Autor: Annelli Sandbæk, Stephen J. Sharp, Rebecca K. Simmons, Torsten Lauritzen, Nicholas J. Wareham, Kamlesh Khunti, Knut Borch-Johnsen, Melanie J. Davies, Maureen van den Donk, Guy E.H.M. Rutten, Simon J. Griffin
Rok vydání: 2014
Předmět:
Zdroj: Diabetes Care. 37:2015-2023
ISSN: 1935-5548
0149-5992
DOI: 10.2337/dc13-1544
Popis: OBJECTIVE To determine the benefit of multifactorial treatment on microvascular complications among people with type 2 diabetes detected by screening. RESEARCH DESIGN AND METHODS This study was a multicenter cluster randomized controlled trial in primary care with randomization at the practice level. In four centers in Denmark; Cambridge, U.K.; the Netherlands; and Leicester, U.K., 343 general practices participated in the trial. Eligible for follow-up were 2,861 of the 3,057 people with diabetes detected by screening included in the original trial. Biomedical data on nephropathy were collected in 2,710 (94.7%) participants, retinal photos in 2,190 (76.6%), and questionnaire data on peripheral neuropathy in 2,312 (80.9%). The prespecified microvascular end points were analyzed by intention to treat. Results from the four centers were pooled using fixed-effects meta-analysis. RESULTS Five years after diagnosis, any kind of albuminuria was present in 22.7% of participants in the intensive treatment (IT) group and in 24.4% in the routine care (RC) group (odds ratio 0.87 [95% CI 0.72–1.07]).

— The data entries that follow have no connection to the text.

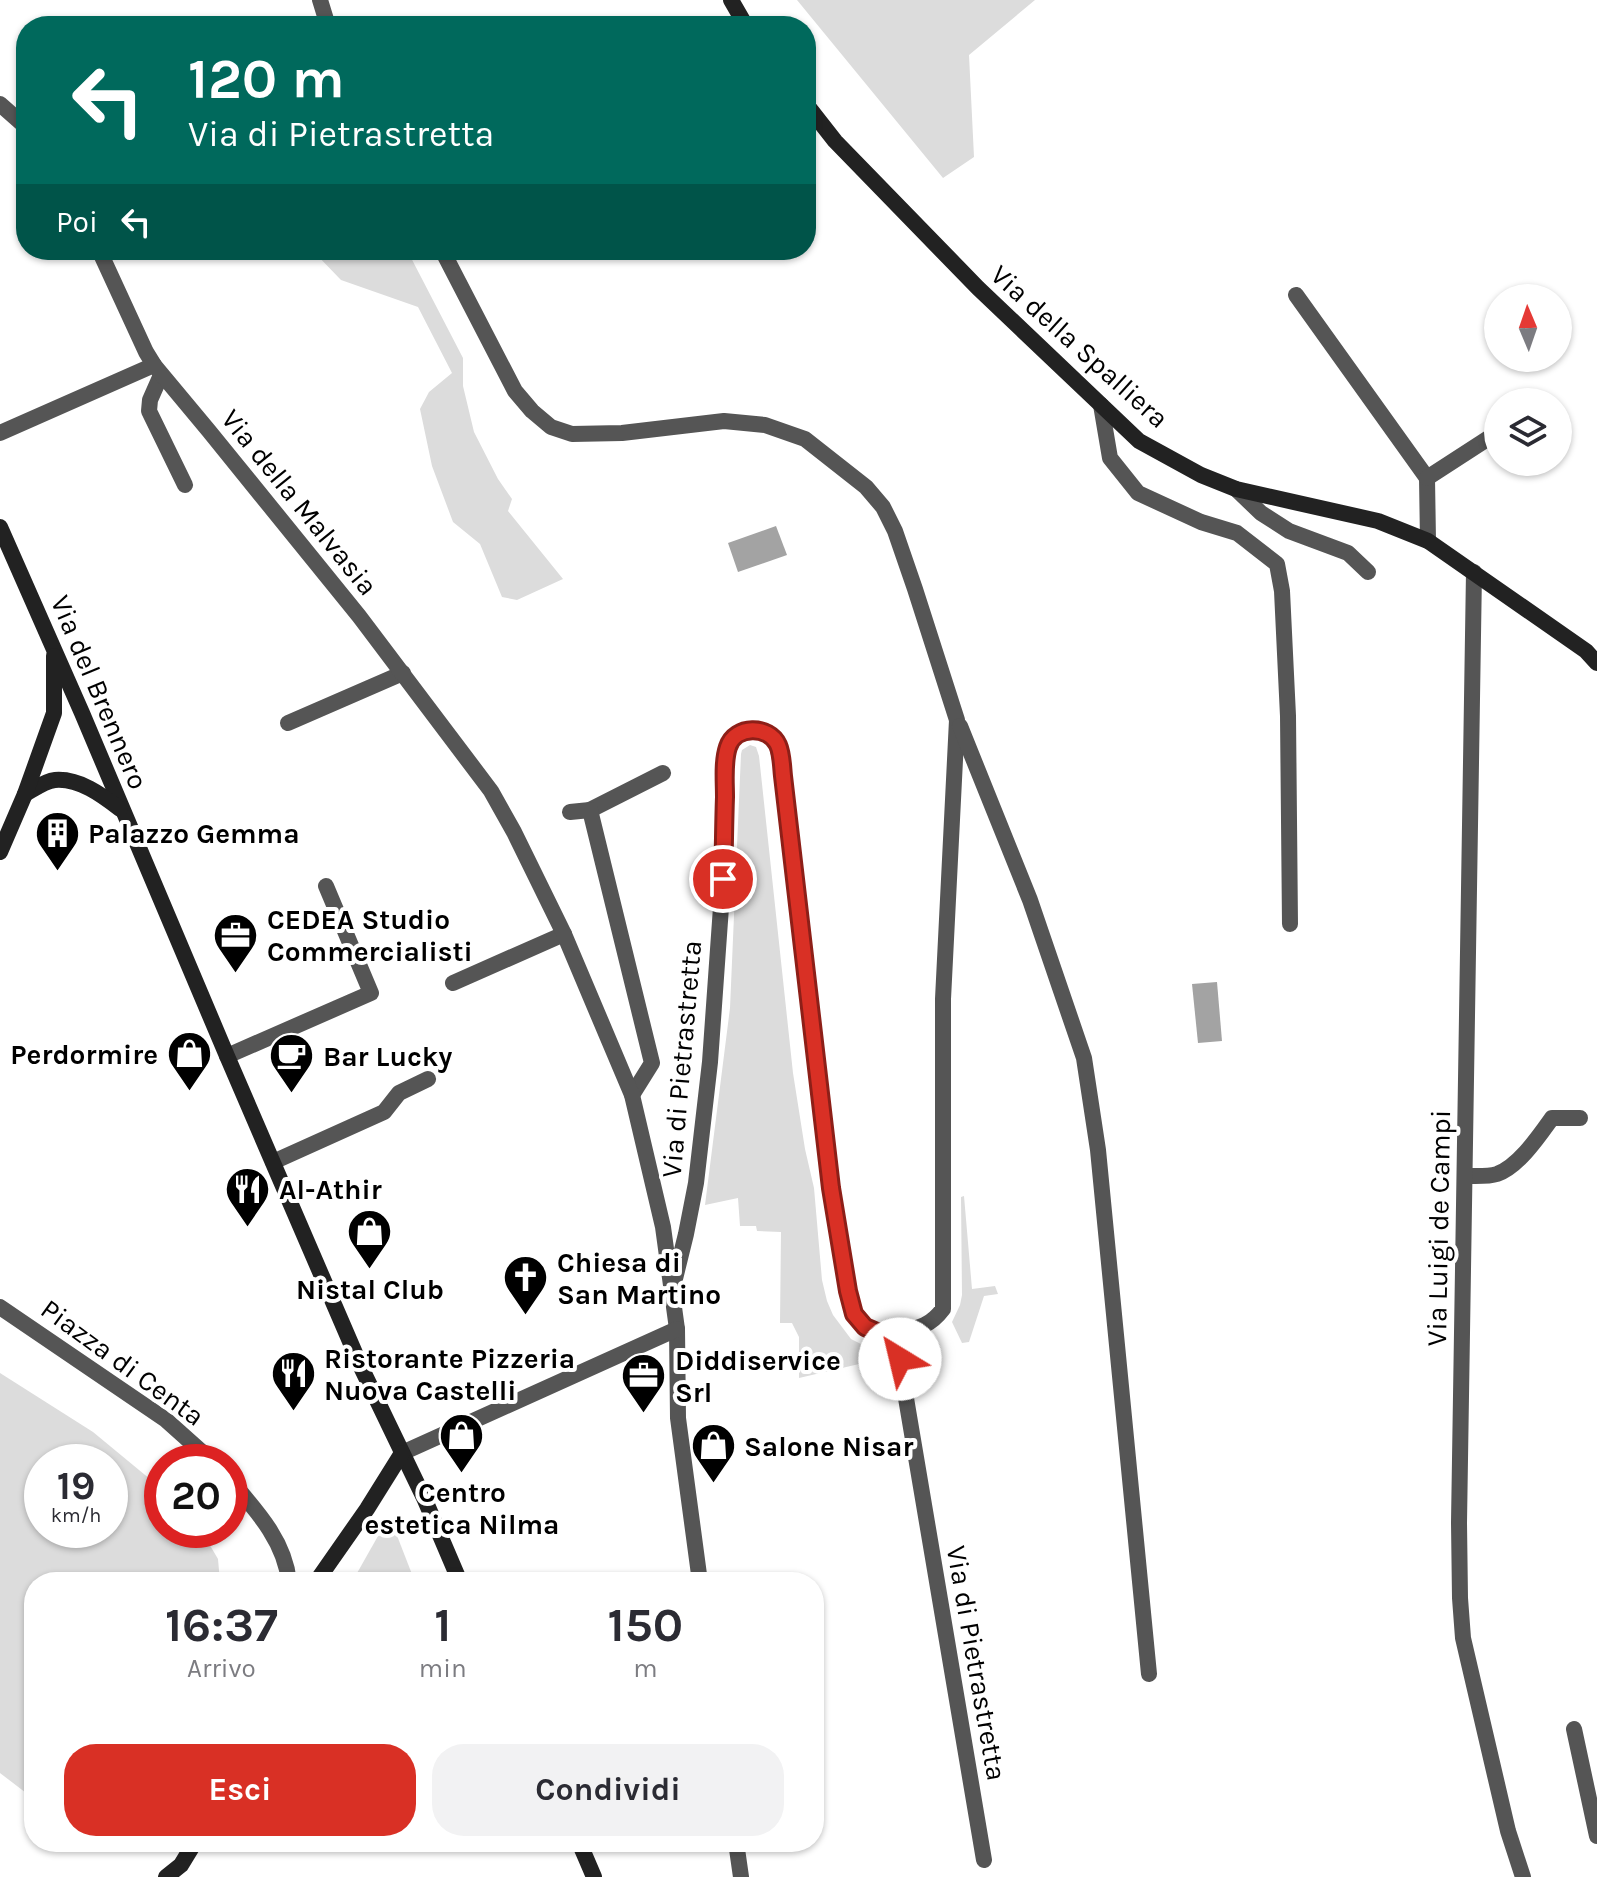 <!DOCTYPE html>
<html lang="it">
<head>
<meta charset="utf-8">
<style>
	:root { --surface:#fff; --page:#f2f2f3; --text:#2b2b33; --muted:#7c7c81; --accent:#d93025 }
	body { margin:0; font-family:Karla,sans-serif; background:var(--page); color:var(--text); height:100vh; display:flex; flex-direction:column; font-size:30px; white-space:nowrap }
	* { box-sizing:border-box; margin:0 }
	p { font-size:26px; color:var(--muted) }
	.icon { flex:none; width:44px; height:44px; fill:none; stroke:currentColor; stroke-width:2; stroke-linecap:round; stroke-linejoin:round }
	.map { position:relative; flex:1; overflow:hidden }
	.details { position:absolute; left:24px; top:1572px; width:800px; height:280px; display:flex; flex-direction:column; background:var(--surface); border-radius:32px; box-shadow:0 2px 6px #0004 }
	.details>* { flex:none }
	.hud { position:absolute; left:16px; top:16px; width:800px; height:244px; border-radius:32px; box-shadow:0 2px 6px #0004; background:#00695c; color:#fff; overflow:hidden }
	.needle { width:52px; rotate:358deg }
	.tools { position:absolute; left:1484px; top:284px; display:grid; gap:16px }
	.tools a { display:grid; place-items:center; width:88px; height:88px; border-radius:50%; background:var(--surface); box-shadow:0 2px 6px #0004; font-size:40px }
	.speed { position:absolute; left:24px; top:1444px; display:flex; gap:16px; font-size:40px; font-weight:700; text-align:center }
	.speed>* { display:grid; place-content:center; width:104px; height:104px; border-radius:50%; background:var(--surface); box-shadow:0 2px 6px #0004; line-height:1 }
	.speed small { font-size:20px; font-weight:400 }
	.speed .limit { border:12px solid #d22; background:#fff; color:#111 }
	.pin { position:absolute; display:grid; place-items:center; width:68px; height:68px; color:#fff; margin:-34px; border:4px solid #fff; border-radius:50%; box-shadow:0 2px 8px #0007 }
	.me { position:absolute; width:88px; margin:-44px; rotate:324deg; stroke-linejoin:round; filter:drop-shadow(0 0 6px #0008) }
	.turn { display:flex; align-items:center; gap:28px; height:168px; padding:0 40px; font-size:36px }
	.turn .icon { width:104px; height:104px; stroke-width:2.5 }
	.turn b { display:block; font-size:56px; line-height:68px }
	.then { display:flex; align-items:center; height:76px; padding:0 40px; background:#0003; gap:16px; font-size:30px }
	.eta { display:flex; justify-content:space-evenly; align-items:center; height:136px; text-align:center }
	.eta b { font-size:48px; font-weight:700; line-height:56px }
	.action { display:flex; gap:16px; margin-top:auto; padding:16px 40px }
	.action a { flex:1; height:92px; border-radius:32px; background:var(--accent); color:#fff; font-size:32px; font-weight:700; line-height:92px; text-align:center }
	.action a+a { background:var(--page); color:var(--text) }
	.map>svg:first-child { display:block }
</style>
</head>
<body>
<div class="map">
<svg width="1597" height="1877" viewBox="0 0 1597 1877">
	<rect width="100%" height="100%" fill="#fff"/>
	<g fill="#dcdcdc" fill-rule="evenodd">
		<path d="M797,0h238l-66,55 5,102 -31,21z"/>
		<path d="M312,250h95l56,108v28l11,46 24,47 14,20 -4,12 55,68 -46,21 -15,-3 -22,-53 -27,-22 -21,-56 -12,-57 9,-17 23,-19 -34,-66 -77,-27z"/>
		<path d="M750,745l6,2 3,9 34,317 12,76 9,39 8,92 5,21 6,14 18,24 20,10 1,12 -73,17v-41l-7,-14h-12l1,-91 -24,-1 -1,-5h-16l-2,-28 -33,7 25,-197 11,-254 1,-4z"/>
		<path d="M964,1196l8,93 23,-3 3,8 -14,2 -15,46 -7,1 -10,-21 8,-17 2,-10 -1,-98z"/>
		<path d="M0,1373l93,59 69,57v41h39l17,29 2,23h-186v217l-34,-26zM42,1462h68v68h-68z"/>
		<path d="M396,1533l19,49h-63l26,-46z"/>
	</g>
	<g fill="#a3a3a3">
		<path d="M776,526l11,29 -49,17 -10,-29z"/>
		<path d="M1217,982l5,59 -24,2 -6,-59z"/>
	</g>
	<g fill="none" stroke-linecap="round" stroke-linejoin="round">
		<g stroke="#555" stroke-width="16">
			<path d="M0,104l26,23"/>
			<path d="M99,250l47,102 8,13"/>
			<path d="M1296,295l131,183 1,63"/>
			<path d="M161,375l-11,25 -1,11 36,74"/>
			<path d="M1101,405l9,53 28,35 63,29 36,11 40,31 5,27 6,125 2,208"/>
			<path d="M1536,462l1,1"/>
			<path d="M1427,478l71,-46"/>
			<path d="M1236,489l25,24 28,18 59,22 20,19"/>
			<path d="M288,723l115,-50"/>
			<path d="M590,810l73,-37"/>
			<path d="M570,812l20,-2 62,253 -20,32"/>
			<path d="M453,983l111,-49"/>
			<path d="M227,1056l144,-63 -45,-107"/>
			<path d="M273,1162l111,-50 15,-19 29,-14"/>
			<path d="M1465,1176c10,0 23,1 32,-2 22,-8 42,-38 55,-56h28"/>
			<path d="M895,1333l89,527"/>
			<path d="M1574,1729l23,107"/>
		</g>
		<g stroke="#555" stroke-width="16">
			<path d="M320,0l8,26"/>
			<path d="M442,250l73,141 17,20 19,16 21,7 50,-1 102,-12 41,4 40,14 61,48 17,20 12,24 20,58 42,131 -14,279v310c-12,16 -23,19 -42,23 -17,4 -34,-1 -45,-15 -6,-9 -7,-25 -10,-36 -6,-31 -11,-62 -15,-93l-48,-412 -6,-32 -12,-13 -14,-1 -17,7 -6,10 -3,24 -2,108 -13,183 -14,121 -10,51 -14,57"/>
			<path d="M0,433l154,-68 55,66 150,185 132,175 23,41 50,102 68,161 31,132 14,102 1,89 22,164"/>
			<path d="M1474,572l-15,951 1,75 3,40 45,193 15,46"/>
			<path d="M960,726l70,174 54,158 14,92 51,524"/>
			<path d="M0,1307l166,113 47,42"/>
			<path d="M402,1453l275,-124"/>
			<path d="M230,1480c26,30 55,61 59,102"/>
			<path d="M736,1842l5,35"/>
		</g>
		<g stroke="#222" stroke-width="16">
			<path d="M731,0l15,26"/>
			<path d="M806,104l29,37 143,147 161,153 62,34 35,14 142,32 50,20 158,110 11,12"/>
			<path d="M0,527l82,186 145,343 134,311 64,133 35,82"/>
			<path d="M25,794c9,-5 20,-13 30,-14 24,-2 47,15 65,29"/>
			<path d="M0,852l25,-58 29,-81v-57"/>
			<path d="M316,1582l51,-73 35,-56"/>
			<path d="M579,1842l15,35"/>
			<path d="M166,1877l15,-12 14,-23"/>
		</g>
	</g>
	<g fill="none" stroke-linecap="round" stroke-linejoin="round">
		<defs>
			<path id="route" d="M723,879c1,-28 1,-55 2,-82 0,-16 -2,-35 3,-50 7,-22 41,-22 50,-2 4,9 4,22 5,31l48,412 17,103 6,23 11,13 14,6h16l5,26"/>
		</defs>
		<use href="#route" stroke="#8d1f18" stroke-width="20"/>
		<use href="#route" stroke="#d93025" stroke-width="14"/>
	</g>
	<defs>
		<symbol id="building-pin" viewBox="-11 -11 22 30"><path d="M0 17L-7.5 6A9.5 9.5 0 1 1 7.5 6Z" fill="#000" stroke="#fff"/><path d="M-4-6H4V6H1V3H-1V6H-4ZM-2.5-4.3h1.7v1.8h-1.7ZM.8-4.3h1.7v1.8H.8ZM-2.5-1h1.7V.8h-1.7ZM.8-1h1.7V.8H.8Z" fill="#fff"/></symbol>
		<symbol id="office-pin" viewBox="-11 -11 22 30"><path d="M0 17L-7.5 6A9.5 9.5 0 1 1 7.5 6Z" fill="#000" stroke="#fff"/><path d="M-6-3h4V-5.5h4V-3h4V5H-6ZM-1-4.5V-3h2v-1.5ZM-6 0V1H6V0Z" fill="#fff"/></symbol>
		<symbol id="shop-pin" viewBox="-11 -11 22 30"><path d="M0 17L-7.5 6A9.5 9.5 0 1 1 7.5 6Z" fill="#000" stroke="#fff"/><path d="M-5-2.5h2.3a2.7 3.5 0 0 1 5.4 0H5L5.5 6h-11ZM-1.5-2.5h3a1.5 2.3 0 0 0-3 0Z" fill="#fff"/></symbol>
		<symbol id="cafe-pin" viewBox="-11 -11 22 30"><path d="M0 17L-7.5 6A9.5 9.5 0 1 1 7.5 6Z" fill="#000" stroke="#fff"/><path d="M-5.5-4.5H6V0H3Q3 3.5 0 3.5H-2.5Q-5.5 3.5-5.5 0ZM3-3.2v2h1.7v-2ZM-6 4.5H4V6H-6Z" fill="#fff"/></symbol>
		<symbol id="restaurant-pin" viewBox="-11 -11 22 30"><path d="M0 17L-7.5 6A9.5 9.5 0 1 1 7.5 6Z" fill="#000" stroke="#fff"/><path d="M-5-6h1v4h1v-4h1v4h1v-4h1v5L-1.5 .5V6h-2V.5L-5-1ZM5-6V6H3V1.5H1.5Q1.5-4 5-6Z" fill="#fff"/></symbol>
		<symbol id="church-pin" viewBox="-11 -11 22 30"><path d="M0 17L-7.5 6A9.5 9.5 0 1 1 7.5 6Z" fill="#000" stroke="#fff"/><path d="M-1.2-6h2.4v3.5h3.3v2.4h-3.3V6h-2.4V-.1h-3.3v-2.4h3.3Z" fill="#fff"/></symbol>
	</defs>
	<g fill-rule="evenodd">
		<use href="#building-pin" x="32" y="808" width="51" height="69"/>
		<use href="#office-pin" x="210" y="910" width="51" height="69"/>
		<use href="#shop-pin" x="164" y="1028" width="51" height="69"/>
		<use href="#cafe-pin" x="266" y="1030" width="51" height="69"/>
		<use href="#restaurant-pin" x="222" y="1164" width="51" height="69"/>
		<use href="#shop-pin" x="344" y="1206" width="51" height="69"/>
		<use href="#church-pin" x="500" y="1252" width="51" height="69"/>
		<use href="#restaurant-pin" x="268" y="1348" width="51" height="69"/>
		<use href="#office-pin" x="618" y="1350" width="51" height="69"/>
		<use href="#shop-pin" x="436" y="1410" width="51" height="69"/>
		<use href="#shop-pin" x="688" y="1420" width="51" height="69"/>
	</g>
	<g text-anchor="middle" stroke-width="8" stroke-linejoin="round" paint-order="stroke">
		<g font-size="28" fill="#000" stroke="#fff">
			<text transform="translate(1080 346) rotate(42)" y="10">Via della Spalliera</text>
			<text transform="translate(300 502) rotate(51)" y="10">Via della Malvasia</text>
			<text transform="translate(100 692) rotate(67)" y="10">Via del Brennero</text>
			<text transform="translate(681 1059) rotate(-85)" y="10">Via di Pietrastretta</text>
			<text transform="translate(1438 1228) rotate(-89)" y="10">Via Luigi de Campi</text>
			<text transform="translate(123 1362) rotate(36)" y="10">Piazza di Centa</text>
			<text transform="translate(977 1663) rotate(80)" y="10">Via di Pietrastretta</text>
		</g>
		<g font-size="28" font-weight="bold" fill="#000" stroke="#fff" text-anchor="start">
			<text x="88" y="843">Palazzo Gemma</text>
			<text x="267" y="929">CEDEA Studio<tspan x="267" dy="32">Commercialisti</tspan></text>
			<text x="158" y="1064" text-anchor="end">Perdormire</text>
			<text x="323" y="1066">Bar Lucky</text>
			<text x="279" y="1199">Al-Athir</text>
			<text x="557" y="1272">Chiesa di<tspan x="557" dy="32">San Martino</tspan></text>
			<text x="370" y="1299" text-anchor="middle">Nistal Club</text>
			<text x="324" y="1368">Ristorante Pizzeria<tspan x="324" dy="32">Nuova Castelli</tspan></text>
			<text x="675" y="1370">Diddiservice<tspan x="675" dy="32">Srl</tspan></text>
			<text x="744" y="1456">Salone Nisar</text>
			<text x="462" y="1502" text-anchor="middle">Centro<tspan x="462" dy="32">estetica Nilma</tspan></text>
		</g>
	</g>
</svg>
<div class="tools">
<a><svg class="needle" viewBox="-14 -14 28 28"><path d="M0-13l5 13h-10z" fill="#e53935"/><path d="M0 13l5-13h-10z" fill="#7c7c81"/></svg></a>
<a><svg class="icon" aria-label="layers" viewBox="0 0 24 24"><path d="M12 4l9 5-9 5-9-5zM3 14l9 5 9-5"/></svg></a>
</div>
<div class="speed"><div>19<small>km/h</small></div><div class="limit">20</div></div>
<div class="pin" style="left:723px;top:879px;background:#d93025"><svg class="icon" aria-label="arrive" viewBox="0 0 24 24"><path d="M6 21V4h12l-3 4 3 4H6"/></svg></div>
<svg class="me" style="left:900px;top:1359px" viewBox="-20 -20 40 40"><circle r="19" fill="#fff"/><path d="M0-13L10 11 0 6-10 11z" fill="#d93025"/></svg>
<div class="hud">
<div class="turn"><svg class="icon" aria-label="left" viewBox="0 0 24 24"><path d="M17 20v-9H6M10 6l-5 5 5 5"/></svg><div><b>120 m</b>Via di Pietrastretta</div></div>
<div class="then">Poi<svg class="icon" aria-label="left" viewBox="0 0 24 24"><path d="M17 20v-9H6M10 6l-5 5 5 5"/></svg></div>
</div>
<section class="details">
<div class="eta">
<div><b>16:37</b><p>Arrivo</p></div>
<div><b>1</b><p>min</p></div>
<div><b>150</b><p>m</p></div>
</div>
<div class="action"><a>Esci</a><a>Condividi</a></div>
</section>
</div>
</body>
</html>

Retinopathy was present in 10.2% of the IT group and 12.1% of the RC group (0.84 [0.64–1.10]), and severe retinopathy was present in one patient in the IT group and seven in the RC group. Neuropathy was present in 4.9% and 5.9% (0.95 [0.68–1.34]), respectively. Estimated glomerular filtration rate increased between baseline and follow-up in both groups (4.31 and 6.44 mL/min, respectively). CONCLUSIONS Compared with RC, an intervention to promote target-driven, intensive management of patients with type 2 diabetes detected by screening was not associated with significant reductions in the frequency of microvascular events at 5 years.